The heartland for white Burgundy is the Côte de Beaune with its three great villages, Meursault, Puligny-Montrachet and Chassagne-Montrachet. Here the vineyard classification system really comes into its own. On the flattest land, the wines will be classed only as generic Bourgogne Blanc; as the slope begins to rise, the wines are designated by the name of their village. At mid-slope, the finest vineyards (whose wines are bottled separately) are categorised as Premier Cru (eg Les Charmes) or Grand Cru (Le Montrachet).
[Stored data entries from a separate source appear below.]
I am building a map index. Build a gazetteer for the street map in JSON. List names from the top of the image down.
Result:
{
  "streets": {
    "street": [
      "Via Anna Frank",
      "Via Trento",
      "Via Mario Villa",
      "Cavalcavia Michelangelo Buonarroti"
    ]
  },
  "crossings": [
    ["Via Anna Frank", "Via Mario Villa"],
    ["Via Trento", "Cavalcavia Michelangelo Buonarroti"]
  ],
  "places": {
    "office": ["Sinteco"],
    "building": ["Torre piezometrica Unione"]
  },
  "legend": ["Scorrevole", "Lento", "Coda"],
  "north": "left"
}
Though attractive wines can be found in the Côte Chalonnais (Mercurey, Givry), the great red wines of Burgundy are found in the Côte d'Or. The line of magical villages which constitutes the Côte de Nuits, Gevrey-Chambertin, Morey-St Denis, Chambolle-Musigny, Vougeot, Vosne-Romanée and Nuits-St Georges is practically a roll call of great names. The Côte de Beaune competes through such gems as Volnay and Pommard, which are adjacent yet contrasting villages: lacy elegance for the wines of Volnay, while sturdy and more structured in those from Pommard.
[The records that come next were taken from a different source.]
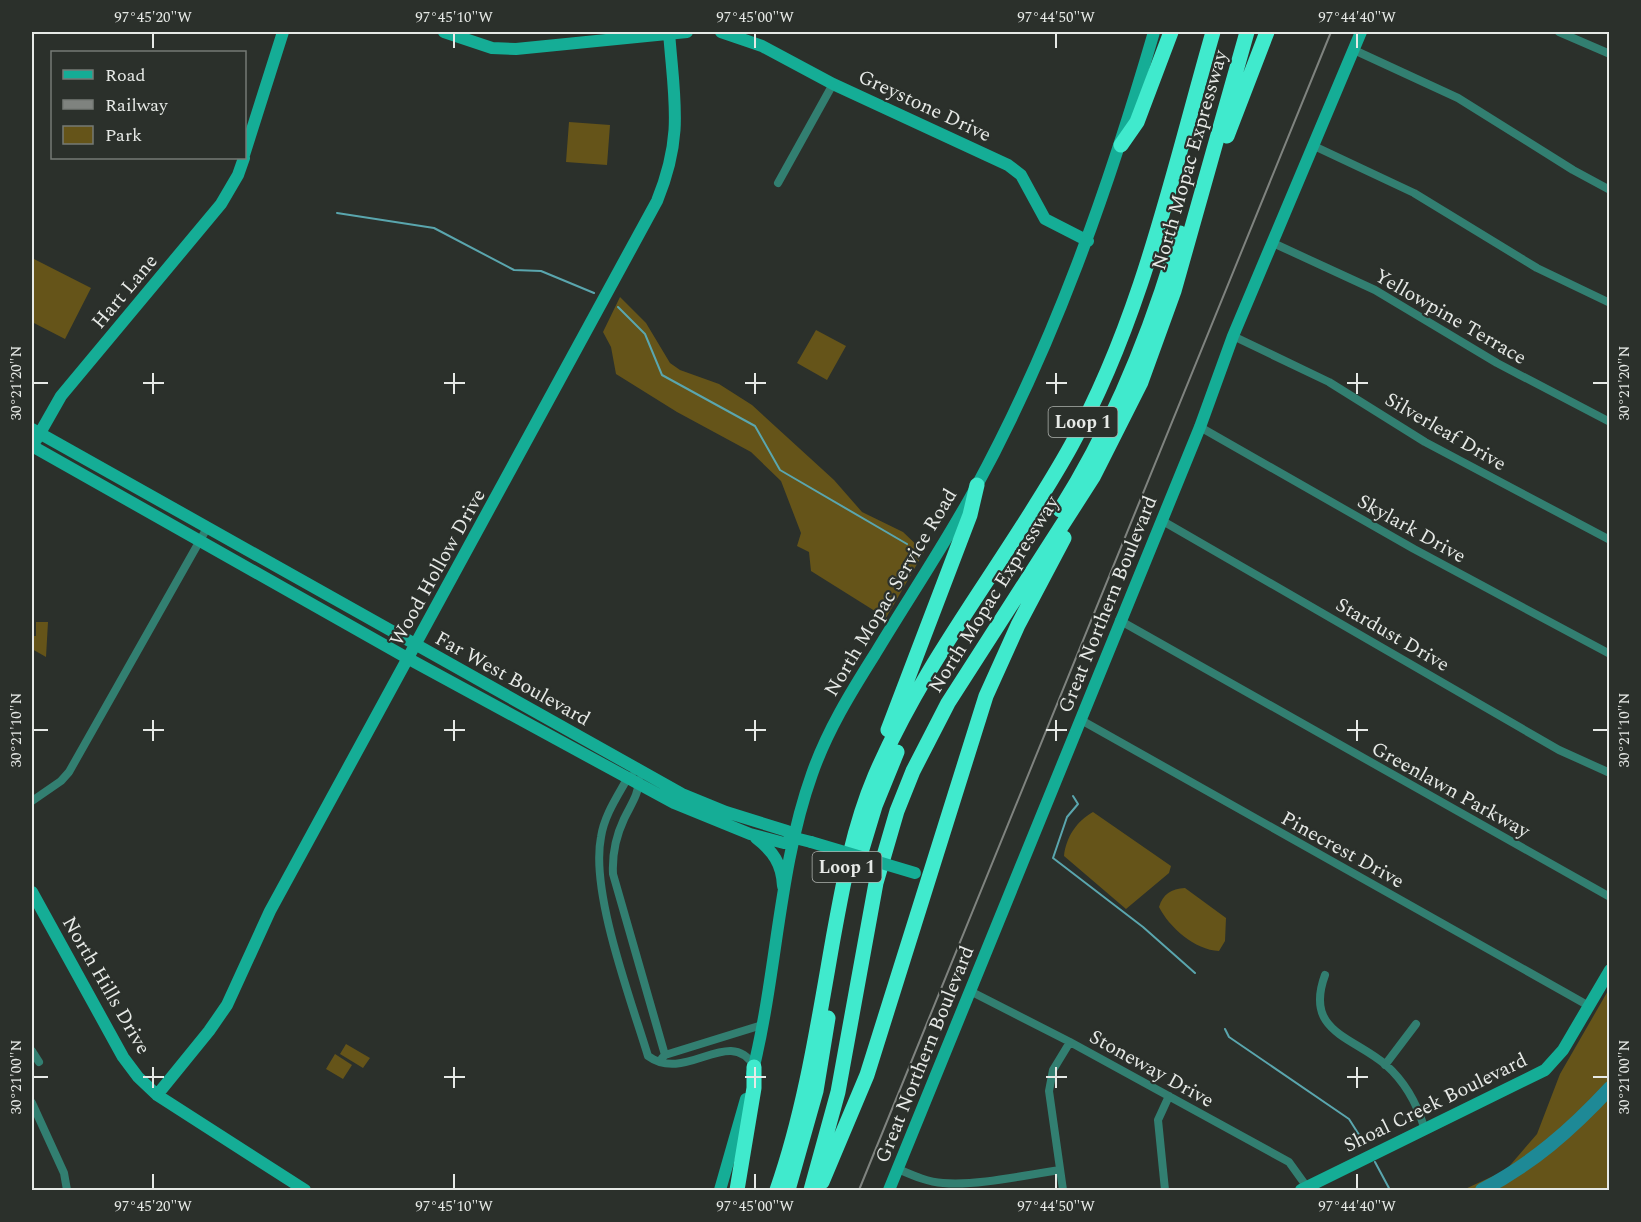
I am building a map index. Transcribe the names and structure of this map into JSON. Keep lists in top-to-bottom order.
{
  "streets": {
    "highway": ["North Mopac Expressway", "Loop 1"],
    "street": [
      "Greystone Drive",
      "Hart Lane",
      "Yellowpine Terrace",
      "Silverleaf Drive",
      "Skylark Drive",
      "Wood Hollow Drive",
      "North Mopac Service Road",
      "Great Northern Boulevard",
      "Stardust Drive",
      "Far West Boulevard",
      "Greenlawn Parkway",
      "Pinecrest Drive",
      "North Hills Drive",
      "Stoneway Drive",
      "Shoal Creek Boulevard"
    ]
  },
  "crossings": [
    ["Greystone Drive", "North Mopac Service Road"],
    ["Hart Lane", "Far West Boulevard"],
    ["Yellowpine Terrace", "Great Northern Boulevard"],
    ["Silverleaf Drive", "Great Northern Boulevard"],
    ["Skylark Drive", "Great Northern Boulevard"],
    ["Wood Hollow Drive", "Far West Boulevard"],
    ["Wood Hollow Drive", "North Hills Drive"],
    ["North Mopac Service Road", "Far West Boulevard"],
    ["Great Northern Boulevard", "Stardust Drive"],
    ["Great Northern Boulevard", "Greenlawn Parkway"],
    ["Great Northern Boulevard", "Pinecrest Drive"],
    ["Great Northern Boulevard", "Stoneway Drive"],
    ["Pinecrest Drive", "Shoal Creek Boulevard"],
    ["Stoneway Drive", "Shoal Creek Boulevard"]
  ],
  "legend": ["Road", "Railway", "Park"],
  "coordinates": [
    "97°45'20\"W",
    "97°45'10\"W",
    "97°45'00\"W",
    "97°44'50\"W",
    "97°44'40\"W",
    "30°21'20\"N",
    "30°21'10\"N",
    "30°21'00\"N"
  ]
}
Whereas Burgundy used to be considered a veritable minefield because of the complexity of choice, these days it is more of a playground for the adventurous wine lover, thanks to the vast increase in number of quality-conscious, properly-trained producers.
A French variety planted predominately in Beaujolais where it is the grape behind everything from light and often acidic Beaujolais Nouveau through to the more serious and well-structured wines from the 10 cru villages. It takes its name from a hamlet just outside Chassagne-Montrachet and was at one stage widely planted on the Côte d`Or. However it was gradually phased out due to its poor yield and supposed poor quality of its wines.
The majority of Gamay wines in Beaujolais are labelled as Beaujolais or Beaujolais-Villages and are deliciously juicy, easy drinking, gulpable wines. Of more interest are the Cru wines from the 10 villages in the north of the region where the soil is predominantly granitic schist and where the vines are planted on gently undulating slopes. These can be well-structured, intensely perfumed wines, redolent of ripe black fruits and, while delicious young, will reward medium term cellaring.
Gamay is also grown in the Touraine region of the Loire where it produces soft, well-balanced, gluggable wines for drinking young.